The December cyber-attacks against Google and a number of other tech companies originating from within China has earned the unanimous condemnation of the U.S. Senate. In a Feb. 3 resolution, the Senate called on the Chinese government to conduct a thorough review of the cyber-attacks and make the results of the investigation transparent.
The resolution also supports a recent initiative by Secretary of State Hillary Clinton to encourage Internet freedom by promoting technology designed to circumvent electronic censorship and monitoring worldwide. The resolution also highlights the range of efforts within China to restrict press freedom and freedom of expression, especially on the Internet.
"The Senate spoke in one voice, calling on the Chinese government to investigate and explain the recent cyber-attacks and expressing serious concern about ongoing attempts by China and other countries to restrict press and Internet freedom," Sen. Ted Kaufman said in a statement. "This resolution reaffirms freedom of expression and the press as cornerstones of U.S. foreign policy, and we will continue to take measures to promote these fundamental freedoms and rights globally. Governments who use technology to silence their citizens or restrict the free flow of information should consider themselves on notice."
Google said Jan. 12 it will stop censoring searches on its Google.cn and reconsider the feasibility of doing business in China at all after the search giant reported cyber-attacks from within China aimed at gaining access to the Gmail accounts of human rights activists. Google also said 20 other companies from a wide range of businesses had suffered similar attacks.
To date, Google has taken no action.
Clinton said, "We have been briefed by Google on these allegations, which raise very serious concerns and questions. We look to the Chinese government for an explanation."
A week later, in a major policy speech at Washington's Newseum, Clinton said the U.S. is committed to freedom of speech and worship online, the ability to connect to the Internet anywhere, freedom from the fear of cyber-attacks, and the promise of the Internet to relieve global suffering in cases such as Haiti.

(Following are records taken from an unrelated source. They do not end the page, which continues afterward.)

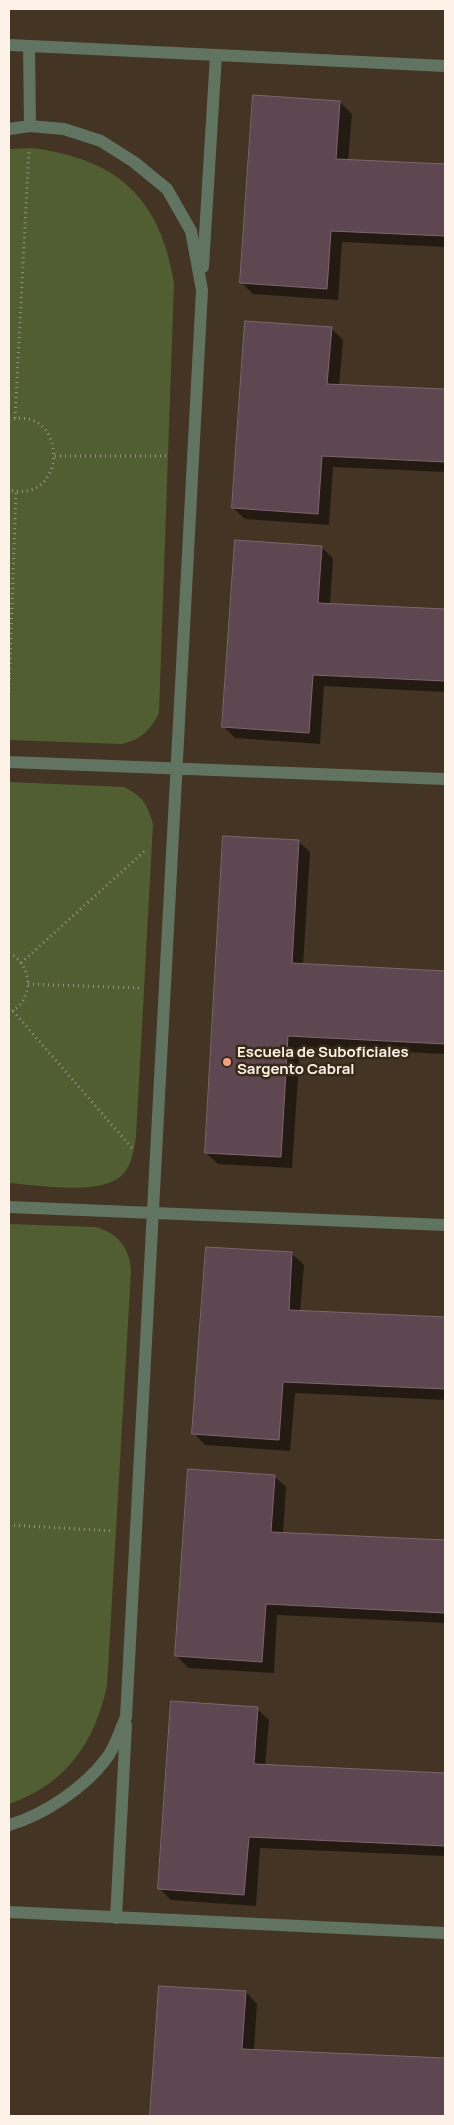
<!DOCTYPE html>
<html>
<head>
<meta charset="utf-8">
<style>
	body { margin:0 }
	#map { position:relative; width:454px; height:2125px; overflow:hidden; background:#433423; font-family:Manrope,sans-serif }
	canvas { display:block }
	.frame { position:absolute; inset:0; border:10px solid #fcf2e8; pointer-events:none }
</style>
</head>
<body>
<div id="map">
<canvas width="454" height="2125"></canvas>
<div class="frame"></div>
</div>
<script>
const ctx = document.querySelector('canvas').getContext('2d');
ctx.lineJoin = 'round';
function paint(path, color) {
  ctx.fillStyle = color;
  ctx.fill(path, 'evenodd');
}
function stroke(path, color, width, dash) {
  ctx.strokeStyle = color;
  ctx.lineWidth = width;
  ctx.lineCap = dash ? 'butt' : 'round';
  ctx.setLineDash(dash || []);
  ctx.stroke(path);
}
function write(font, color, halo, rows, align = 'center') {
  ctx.font = font + ' Manrope,sans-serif';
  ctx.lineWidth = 5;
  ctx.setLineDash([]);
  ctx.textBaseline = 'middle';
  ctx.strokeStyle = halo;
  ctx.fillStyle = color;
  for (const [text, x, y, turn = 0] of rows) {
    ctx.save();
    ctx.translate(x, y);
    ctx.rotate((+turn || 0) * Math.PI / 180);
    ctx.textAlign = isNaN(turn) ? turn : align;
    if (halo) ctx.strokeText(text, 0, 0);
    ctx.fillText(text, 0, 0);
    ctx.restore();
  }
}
paint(new Path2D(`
	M 32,148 C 117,159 160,197 174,283 L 159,713 C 150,731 140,740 121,744 L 9,740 L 9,149 Z
	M 9,782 L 124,787 C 144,797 147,804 153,824 L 136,1137 C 134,1149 132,1164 124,1173 C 104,1197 38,1185 9,1183 Z
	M 9,1224 L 95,1227 C 117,1232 130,1248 131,1271 L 107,1686 C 94,1744 66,1784 9,1804 Z`), '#505e31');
paint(new Path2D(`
	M 340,102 L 352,114 L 348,160 L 445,165 L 445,247 L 342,242 L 338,300 L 253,294 L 241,282 Z
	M 331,328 L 343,340 L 339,386 L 445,391 L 445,472 L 333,467 L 329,525 L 245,519 L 233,508 Z
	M 321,547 L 333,558 L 330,605 L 445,610 L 445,692 L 324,686 L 320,744 L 235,738 L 223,726 Z
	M 298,841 L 310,852 L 303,965 L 445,972 L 445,1054 L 300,1047 L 292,1168 L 218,1164 L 206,1153 Z
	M 292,1254 L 304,1265 L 300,1312 L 445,1318 L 445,1400 L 295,1393 L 290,1451 L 205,1445 L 194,1433 Z
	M 274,1476 L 286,1487 L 283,1534 L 445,1541 L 445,1623 L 277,1615 L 274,1673 L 188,1668 L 177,1656 Z
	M 257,1709 L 269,1720 L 265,1766 L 445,1775 L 445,1856 L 260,1848 L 256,1906 L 171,1900 L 159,1888 Z
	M 161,1987 L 246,1992 L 257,2004 L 254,2051 L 445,2060 L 445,2116 L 152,2116 Z`), '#0007');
const building = new Path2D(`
	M 253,95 L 340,101 L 336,159 L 445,164 L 445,236 L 331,231 L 327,289 L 240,283 Z
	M 245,321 L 332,327 L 327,384 L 445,389 L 445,462 L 322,456 L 318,514 L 232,508 Z
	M 235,540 L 322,546 L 318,603 L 445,609 L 445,681 L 313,675 L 309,733 L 222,727 Z
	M 223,836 L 299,840 L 292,963 L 445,971 L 445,1044 L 288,1036 L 281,1157 L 205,1153 Z
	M 206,1247 L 292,1252 L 289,1310 L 445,1317 L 445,1389 L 283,1382 L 279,1440 L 192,1434 Z
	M 188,1469 L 275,1475 L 271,1532 L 445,1540 L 445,1613 L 266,1604 L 262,1662 L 175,1656 Z
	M 171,1701 L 258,1707 L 254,1764 L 445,1773 L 445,1846 L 249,1837 L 244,1895 L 158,1889 Z
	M 159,1986 L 246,1991 L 242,2049 L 445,2058 L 445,2116 L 150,2116 Z`);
paint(building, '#5e4750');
stroke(building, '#7d656f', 1);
stroke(new Path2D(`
	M 15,418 L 29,149
	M 9,420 C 68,404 69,505 9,490
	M 55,456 L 169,456
	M 9,689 L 16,492
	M 9,953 C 34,965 34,1001 9,1013
	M 21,963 L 147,849
	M 28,984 L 140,988
	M 13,1011 L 132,1148
	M 9,1525 L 113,1531`), '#9e9284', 3, [1, 4]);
stroke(new Path2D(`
	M 9,45 L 445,66
	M 29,46 L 30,126
	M 9,129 L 30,126 L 64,129 L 101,141 L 134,162 L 167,189 L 191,231 L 202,290 L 126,1717 C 120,1730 115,1748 106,1759 C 84,1788 44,1815 9,1825
	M 203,267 L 216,55
	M 9,762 L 445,779
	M 9,1207 L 445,1225
	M 9,1912 L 445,1933
	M 116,1918 L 126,1725`), '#617462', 12);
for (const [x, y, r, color] of [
	[227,1062,5,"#f49e88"]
]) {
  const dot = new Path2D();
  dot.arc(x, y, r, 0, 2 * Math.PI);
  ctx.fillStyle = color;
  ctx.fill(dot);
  stroke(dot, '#382a19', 2);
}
write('bold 15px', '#fcf2e8', '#382a19', [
	["Escuela de Suboficiales",237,1053],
	["Sargento Cabral",237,1070]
], 'left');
</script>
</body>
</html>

"Countries that restrict free access to information or violate the basic rights of Internet users risk walling themselves off from the progress of the next century," she said. "In the last year, we've seen a spike in threats to the free flow of information. China, Tunisia and Uzbekistan have stepped up their censorship of the Internet."
The Chinese government, for its part, has said it had nothing to do with the attacks, accused the United States of protectionism and warned U.S. companies it expects Chinese Internet laws to be respected.
Reuters reported that Minister Wang Chen of China's State Council Information Office said in an interview, "Our country is at a crucial stage of reform and development, and this is a period of marked social conflicts. Properly guiding Internet opinion is a major measure for protecting Internet information security."
Chinese Foreign Ministry spokesman Jiang Yu added in another interview, "China welcomes international Internet businesses developing services in China according to the law. Chinese law proscribes any form of hacking activity."
Google's possible pullback from China comes at a time when Washington is attempting to persuade Beijing to curb its Internet censorship policies as part of the United States' larger policy initiatives involving the intellectual property rights of companies doing business in China, where piracy rates are high.